Whenever a line of the entries below holds the string "image", copy that line and return it.

• [RECORDS PROVIDED]
_____
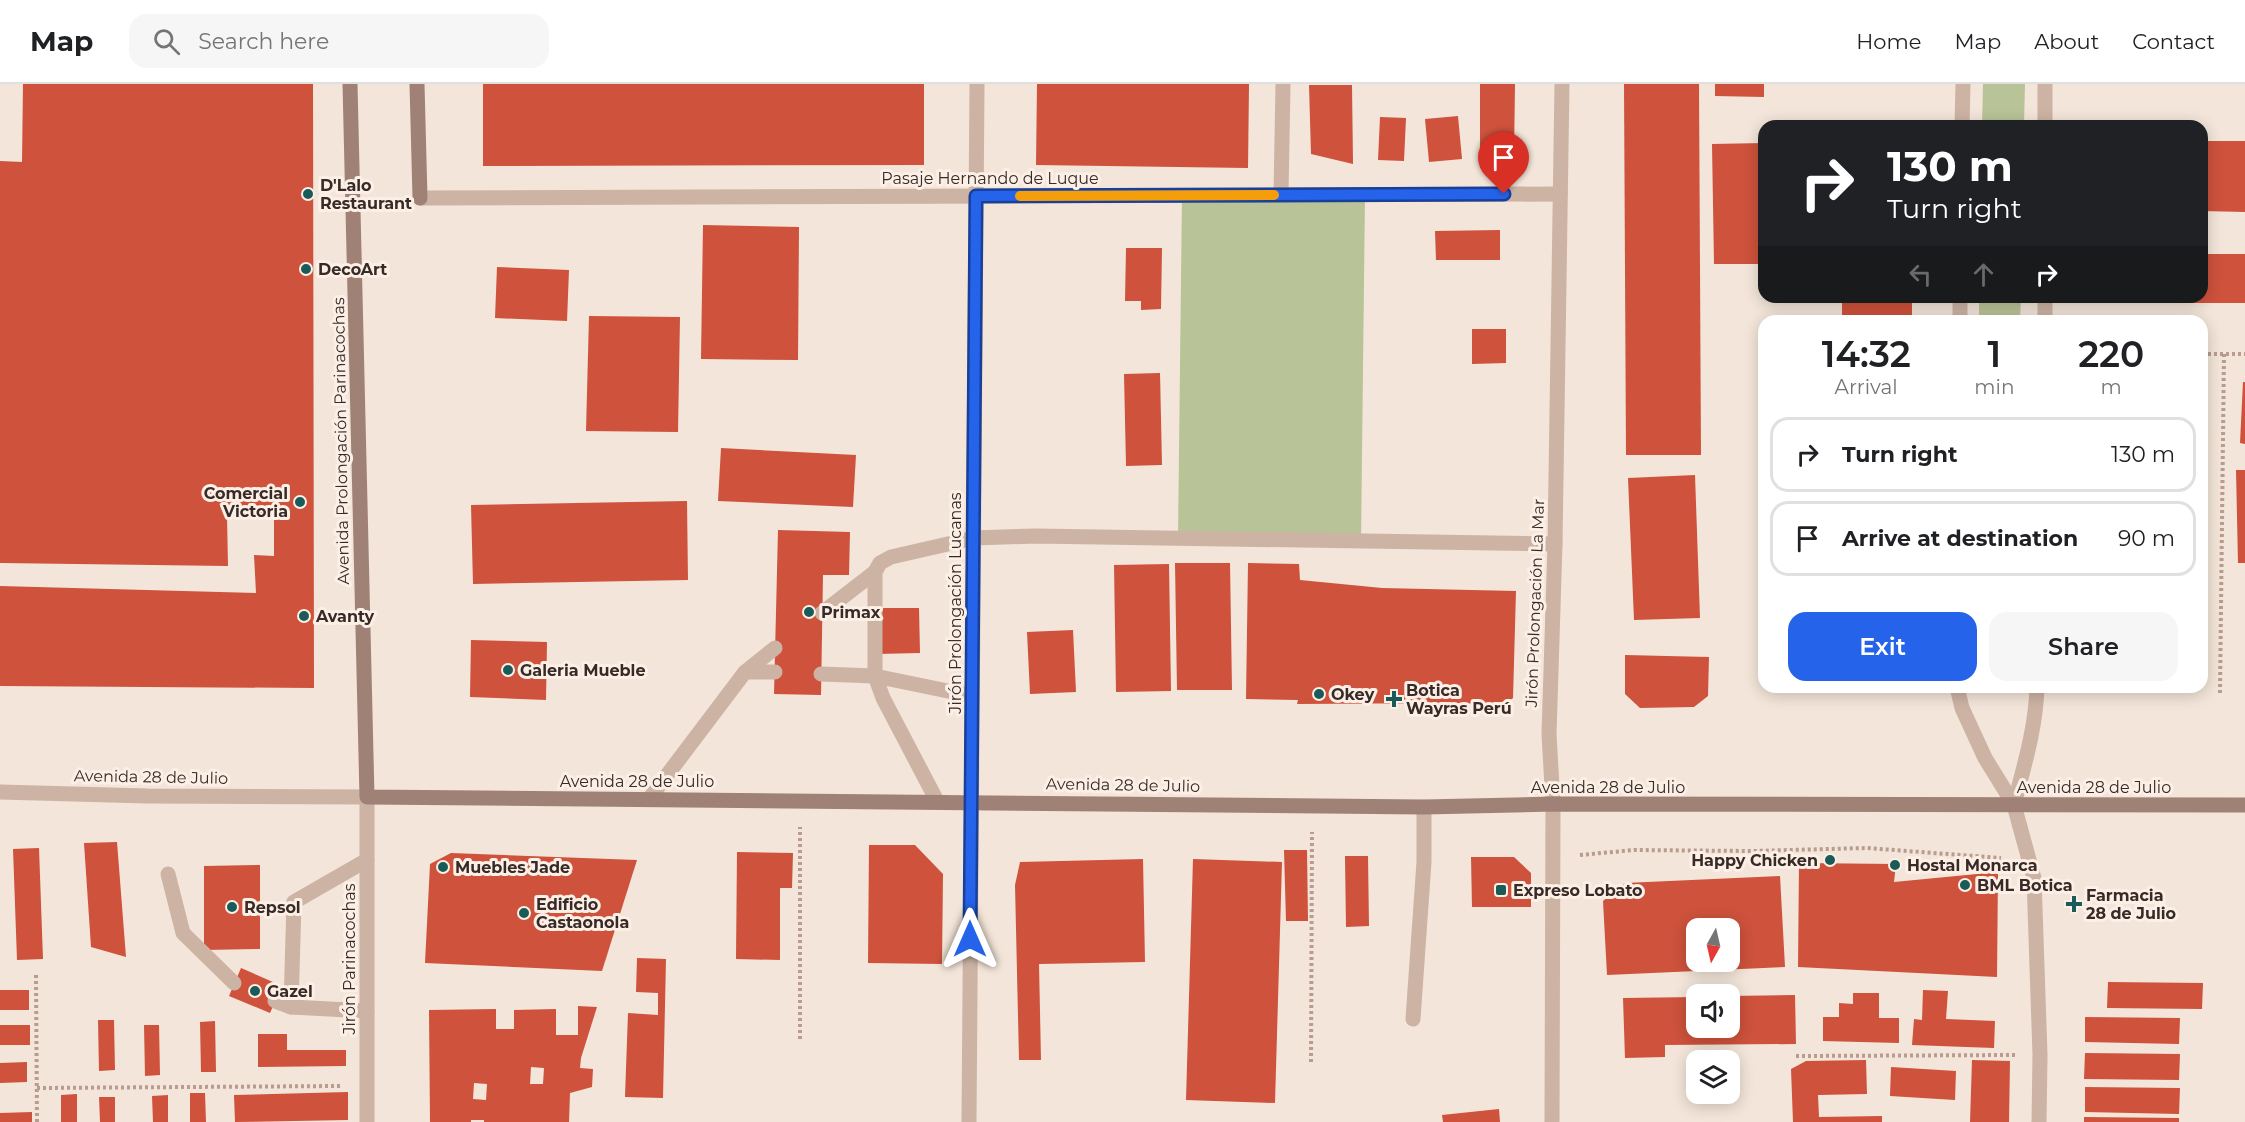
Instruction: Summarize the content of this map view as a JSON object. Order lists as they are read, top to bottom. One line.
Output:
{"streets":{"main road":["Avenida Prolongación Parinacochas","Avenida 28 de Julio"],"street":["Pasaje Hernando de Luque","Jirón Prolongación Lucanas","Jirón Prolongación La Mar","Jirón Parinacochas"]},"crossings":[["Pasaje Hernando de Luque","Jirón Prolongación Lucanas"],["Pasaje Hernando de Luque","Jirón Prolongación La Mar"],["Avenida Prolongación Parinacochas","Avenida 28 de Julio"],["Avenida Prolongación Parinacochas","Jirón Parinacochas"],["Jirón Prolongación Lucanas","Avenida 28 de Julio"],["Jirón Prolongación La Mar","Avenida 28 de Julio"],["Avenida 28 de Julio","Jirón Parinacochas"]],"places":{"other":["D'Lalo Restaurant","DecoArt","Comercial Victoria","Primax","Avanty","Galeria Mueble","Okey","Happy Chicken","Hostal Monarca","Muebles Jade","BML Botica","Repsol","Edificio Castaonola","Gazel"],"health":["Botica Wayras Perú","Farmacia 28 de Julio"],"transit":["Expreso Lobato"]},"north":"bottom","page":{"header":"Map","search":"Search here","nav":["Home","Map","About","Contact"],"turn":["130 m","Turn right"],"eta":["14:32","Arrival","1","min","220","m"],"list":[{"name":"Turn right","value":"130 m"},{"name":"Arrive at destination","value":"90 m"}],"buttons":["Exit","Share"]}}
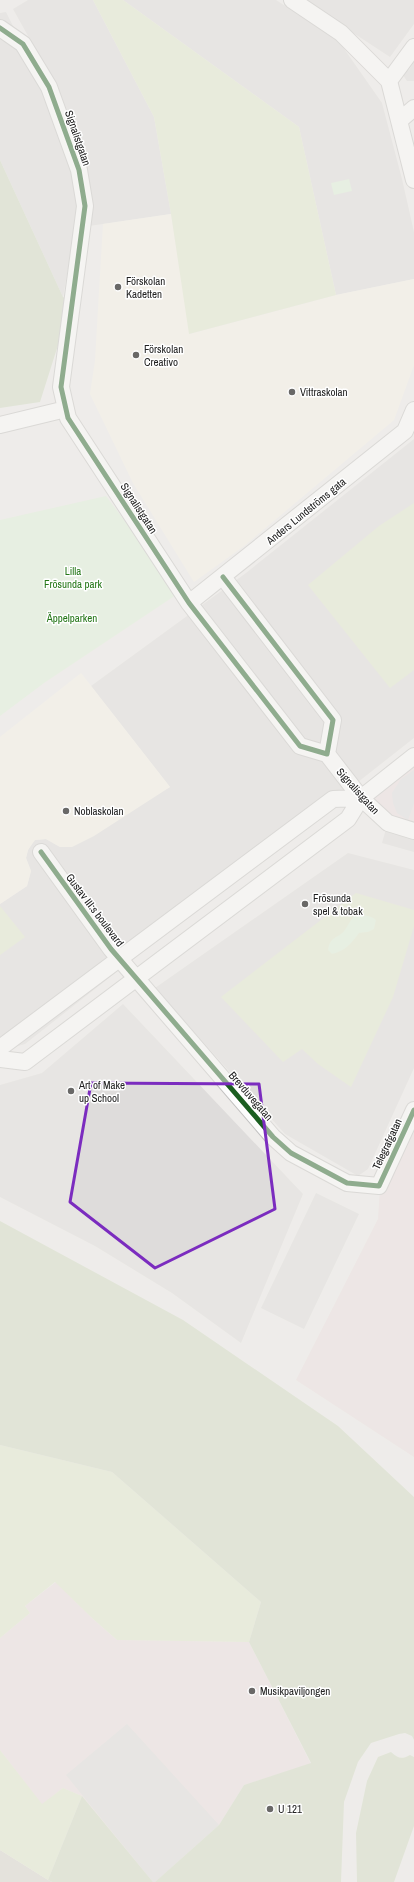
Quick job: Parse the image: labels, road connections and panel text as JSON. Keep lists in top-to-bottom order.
_____
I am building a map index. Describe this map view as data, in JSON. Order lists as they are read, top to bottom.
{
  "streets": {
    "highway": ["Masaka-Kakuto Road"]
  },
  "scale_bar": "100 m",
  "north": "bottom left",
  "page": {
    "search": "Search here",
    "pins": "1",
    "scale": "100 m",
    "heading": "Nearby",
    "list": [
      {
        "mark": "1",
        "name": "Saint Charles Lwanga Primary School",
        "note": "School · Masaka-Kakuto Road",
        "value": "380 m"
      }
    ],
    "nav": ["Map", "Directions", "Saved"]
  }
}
_____
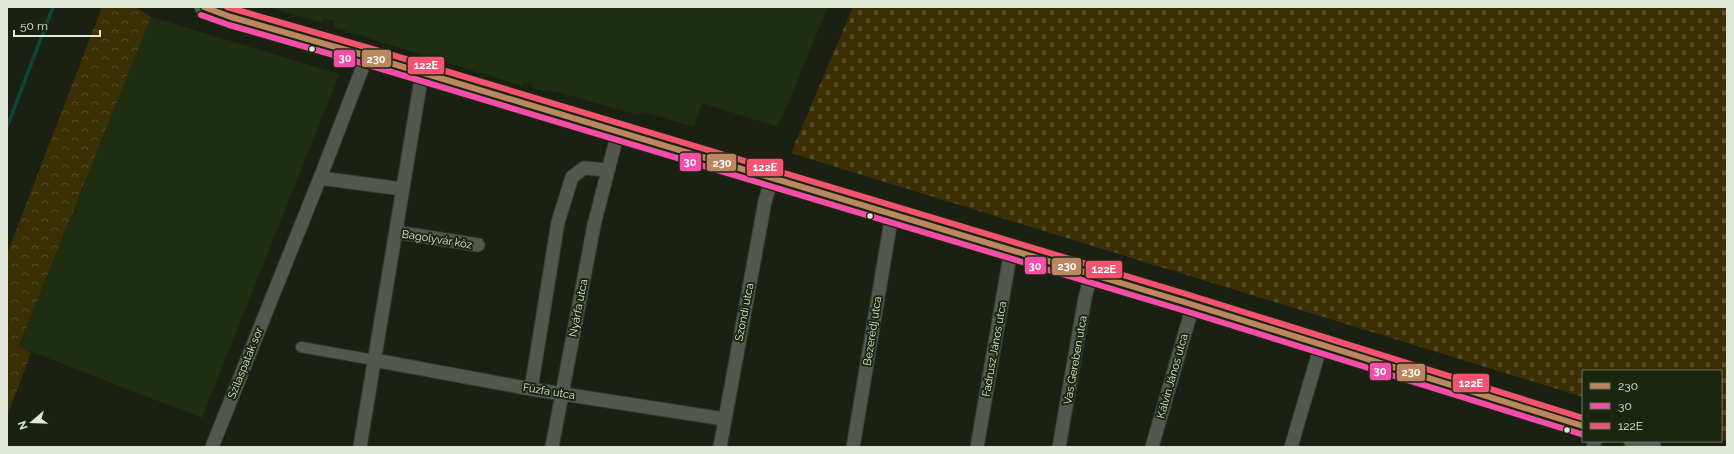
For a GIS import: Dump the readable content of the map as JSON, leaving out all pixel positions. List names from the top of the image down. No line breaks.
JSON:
_____
• [COMPLETED EXERCISE]
Quick job: Parse the image: labels, road connections and panel text as JSON. Keep lists in top-to-bottom order.
For a GIS import: Dump the readable content of the map as JSON, leaving out all pixel positions. List names from the top of the image down. No line breaks.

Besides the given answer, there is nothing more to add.